Can I use a MultiTerm termbase in memoQ?¶
Yes, but you’ll need to convert it. memoQ supports importing MultiTerm XML files and the TBX (TermBase eXchange) format. Export your termbase from MultiTerm as XML or TBX, then import it into memoQ. Some field structure may be lost, but the terms and translations will carry over.
What’s the maximum number of terms in a MultiTerm termbase?¶
There’s practically no technical limit - MultiTerm handles databases with 100,000+ entries without issues. From a practical standpoint though, if you’ve got more than 10,000 terms in a single termbase - consider splitting by specialization for faster lookups.

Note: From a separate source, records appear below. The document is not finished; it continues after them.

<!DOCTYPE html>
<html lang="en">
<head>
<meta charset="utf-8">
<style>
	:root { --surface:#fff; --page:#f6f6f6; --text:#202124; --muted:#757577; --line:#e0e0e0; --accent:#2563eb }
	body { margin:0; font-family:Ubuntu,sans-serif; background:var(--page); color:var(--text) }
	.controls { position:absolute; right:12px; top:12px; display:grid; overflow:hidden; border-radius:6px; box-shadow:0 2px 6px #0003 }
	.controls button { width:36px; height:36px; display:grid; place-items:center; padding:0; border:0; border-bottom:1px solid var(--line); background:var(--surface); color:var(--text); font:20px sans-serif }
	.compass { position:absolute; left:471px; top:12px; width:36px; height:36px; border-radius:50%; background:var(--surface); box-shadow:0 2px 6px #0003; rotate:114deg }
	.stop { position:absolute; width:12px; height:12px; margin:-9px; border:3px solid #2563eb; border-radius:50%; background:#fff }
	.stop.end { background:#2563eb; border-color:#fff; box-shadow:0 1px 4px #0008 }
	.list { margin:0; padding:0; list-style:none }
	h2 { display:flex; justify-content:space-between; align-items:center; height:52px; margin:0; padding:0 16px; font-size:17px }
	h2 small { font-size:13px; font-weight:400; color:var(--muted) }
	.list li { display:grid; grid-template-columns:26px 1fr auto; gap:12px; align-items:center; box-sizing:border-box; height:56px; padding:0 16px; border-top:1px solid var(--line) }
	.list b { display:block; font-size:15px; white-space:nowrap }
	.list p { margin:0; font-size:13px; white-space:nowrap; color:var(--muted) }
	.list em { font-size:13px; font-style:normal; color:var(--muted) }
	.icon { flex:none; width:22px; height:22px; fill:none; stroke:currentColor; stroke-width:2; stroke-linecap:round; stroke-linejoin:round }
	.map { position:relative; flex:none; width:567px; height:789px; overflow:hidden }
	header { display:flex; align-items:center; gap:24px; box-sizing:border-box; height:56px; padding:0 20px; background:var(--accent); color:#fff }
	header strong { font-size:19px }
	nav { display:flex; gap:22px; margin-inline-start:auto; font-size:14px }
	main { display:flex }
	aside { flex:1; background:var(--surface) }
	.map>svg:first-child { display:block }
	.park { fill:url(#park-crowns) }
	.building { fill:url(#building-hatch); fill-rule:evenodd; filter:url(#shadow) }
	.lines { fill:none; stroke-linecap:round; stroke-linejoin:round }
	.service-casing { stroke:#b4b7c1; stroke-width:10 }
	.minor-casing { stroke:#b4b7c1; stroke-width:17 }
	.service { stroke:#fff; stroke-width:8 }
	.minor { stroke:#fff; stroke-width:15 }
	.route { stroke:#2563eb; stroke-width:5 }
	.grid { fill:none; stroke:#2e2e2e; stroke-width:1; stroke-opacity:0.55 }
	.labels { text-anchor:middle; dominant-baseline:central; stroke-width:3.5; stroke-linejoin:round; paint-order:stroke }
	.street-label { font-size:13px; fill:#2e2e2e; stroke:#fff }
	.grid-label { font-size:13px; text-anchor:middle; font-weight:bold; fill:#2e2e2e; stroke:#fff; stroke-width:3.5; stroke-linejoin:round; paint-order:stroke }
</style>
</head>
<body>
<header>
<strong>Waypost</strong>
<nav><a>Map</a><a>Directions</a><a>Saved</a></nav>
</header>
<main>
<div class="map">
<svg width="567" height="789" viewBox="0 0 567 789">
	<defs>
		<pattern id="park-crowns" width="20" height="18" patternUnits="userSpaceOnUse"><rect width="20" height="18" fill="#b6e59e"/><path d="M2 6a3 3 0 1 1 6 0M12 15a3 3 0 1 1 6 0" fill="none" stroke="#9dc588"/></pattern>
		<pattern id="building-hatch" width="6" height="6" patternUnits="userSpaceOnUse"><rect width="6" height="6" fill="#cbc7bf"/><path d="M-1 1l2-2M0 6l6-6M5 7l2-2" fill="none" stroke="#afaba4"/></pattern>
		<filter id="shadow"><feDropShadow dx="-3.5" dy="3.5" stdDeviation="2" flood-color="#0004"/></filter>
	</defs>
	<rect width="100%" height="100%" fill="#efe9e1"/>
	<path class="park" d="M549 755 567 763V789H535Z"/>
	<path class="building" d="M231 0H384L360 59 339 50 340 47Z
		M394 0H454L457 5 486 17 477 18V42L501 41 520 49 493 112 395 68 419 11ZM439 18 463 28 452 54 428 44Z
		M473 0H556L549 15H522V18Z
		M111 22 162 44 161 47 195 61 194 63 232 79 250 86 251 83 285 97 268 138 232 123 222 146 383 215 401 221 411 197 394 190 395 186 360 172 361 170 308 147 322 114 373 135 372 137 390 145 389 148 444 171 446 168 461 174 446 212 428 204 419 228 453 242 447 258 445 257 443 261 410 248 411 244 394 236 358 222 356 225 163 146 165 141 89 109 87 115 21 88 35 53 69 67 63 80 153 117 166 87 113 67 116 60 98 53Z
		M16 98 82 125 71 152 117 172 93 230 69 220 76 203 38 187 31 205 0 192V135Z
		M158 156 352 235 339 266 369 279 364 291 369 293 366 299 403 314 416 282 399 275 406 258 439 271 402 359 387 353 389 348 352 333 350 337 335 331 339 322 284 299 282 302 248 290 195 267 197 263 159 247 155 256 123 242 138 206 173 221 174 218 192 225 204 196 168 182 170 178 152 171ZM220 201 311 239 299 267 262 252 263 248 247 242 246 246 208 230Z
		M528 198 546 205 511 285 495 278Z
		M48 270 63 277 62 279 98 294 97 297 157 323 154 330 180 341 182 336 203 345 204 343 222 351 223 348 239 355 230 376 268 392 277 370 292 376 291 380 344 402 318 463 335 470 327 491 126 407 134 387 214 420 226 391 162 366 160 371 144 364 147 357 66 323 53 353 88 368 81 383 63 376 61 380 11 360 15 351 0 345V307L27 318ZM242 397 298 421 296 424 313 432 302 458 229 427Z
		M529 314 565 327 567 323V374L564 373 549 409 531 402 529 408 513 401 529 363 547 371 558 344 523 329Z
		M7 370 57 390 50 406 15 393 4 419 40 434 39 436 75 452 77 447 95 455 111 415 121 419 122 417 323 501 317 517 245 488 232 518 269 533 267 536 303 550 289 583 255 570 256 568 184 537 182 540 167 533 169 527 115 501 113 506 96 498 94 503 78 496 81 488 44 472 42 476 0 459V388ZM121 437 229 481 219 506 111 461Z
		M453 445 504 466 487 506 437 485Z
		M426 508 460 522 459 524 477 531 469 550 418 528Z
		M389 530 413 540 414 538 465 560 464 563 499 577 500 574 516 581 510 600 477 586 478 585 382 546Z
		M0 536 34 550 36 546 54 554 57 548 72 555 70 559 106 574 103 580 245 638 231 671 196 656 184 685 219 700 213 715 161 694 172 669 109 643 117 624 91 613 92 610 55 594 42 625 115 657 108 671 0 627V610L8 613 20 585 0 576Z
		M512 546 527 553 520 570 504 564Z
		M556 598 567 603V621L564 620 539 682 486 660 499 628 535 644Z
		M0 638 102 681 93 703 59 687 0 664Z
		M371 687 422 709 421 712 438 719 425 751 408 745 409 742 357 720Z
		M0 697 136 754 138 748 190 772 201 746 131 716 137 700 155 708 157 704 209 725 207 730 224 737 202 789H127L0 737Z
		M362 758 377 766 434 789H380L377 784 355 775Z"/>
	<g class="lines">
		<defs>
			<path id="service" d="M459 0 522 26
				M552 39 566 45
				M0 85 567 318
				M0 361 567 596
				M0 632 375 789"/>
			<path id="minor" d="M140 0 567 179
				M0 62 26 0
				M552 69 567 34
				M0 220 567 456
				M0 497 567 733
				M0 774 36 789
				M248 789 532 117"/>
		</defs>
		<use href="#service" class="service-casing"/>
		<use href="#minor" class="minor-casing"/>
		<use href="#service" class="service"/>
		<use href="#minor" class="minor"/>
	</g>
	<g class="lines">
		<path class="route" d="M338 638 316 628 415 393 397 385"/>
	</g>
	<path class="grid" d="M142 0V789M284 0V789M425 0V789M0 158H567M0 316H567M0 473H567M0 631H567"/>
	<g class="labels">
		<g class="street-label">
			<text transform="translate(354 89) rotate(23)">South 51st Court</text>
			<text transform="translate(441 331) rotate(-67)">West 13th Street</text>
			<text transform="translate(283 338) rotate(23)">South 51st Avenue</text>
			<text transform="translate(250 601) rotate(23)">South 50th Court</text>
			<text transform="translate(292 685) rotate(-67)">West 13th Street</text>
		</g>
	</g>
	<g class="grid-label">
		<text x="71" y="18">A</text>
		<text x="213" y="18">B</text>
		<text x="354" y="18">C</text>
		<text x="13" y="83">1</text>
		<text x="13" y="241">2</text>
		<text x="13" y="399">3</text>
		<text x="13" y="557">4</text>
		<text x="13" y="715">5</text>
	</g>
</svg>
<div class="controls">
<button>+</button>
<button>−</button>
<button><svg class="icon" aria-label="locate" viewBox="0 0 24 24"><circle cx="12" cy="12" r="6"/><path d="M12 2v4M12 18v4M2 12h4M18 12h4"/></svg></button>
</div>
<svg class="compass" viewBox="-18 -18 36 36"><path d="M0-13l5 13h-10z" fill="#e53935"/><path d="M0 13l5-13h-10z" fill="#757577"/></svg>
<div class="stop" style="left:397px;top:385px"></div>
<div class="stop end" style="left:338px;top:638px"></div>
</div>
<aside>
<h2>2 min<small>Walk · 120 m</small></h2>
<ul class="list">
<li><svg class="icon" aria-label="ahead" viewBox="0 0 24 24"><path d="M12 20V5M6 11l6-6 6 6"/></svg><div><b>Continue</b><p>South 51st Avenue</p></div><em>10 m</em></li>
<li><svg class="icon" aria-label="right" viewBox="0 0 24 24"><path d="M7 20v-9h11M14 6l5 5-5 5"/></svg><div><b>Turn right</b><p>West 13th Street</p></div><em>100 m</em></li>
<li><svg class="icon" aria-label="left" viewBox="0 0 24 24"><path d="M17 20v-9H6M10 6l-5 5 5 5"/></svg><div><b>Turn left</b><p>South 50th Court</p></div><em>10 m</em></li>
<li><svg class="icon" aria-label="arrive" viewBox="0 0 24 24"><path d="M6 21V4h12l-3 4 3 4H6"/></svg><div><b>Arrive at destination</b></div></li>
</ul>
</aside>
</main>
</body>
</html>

How do I connect a termbase to a project in Trados Studio?¶
Open your project in Trados Studio, go to Project Settings > Language Pairs > [your pair] > Termbases. Click Add and select your .sdltb file. Once connected, MultiTerm will automatically display matching terms as you translate each segment.
Are there free alternatives to MultiTerm?¶
Yes. OmegaT has built-in glossary support using a simple tab-separated text format. Gloss It offers a free plan with basic features. And the simplest option - Google Sheets with two columns and Ctrl+F. For a beginner translator with zero budget - that’s enough to get started.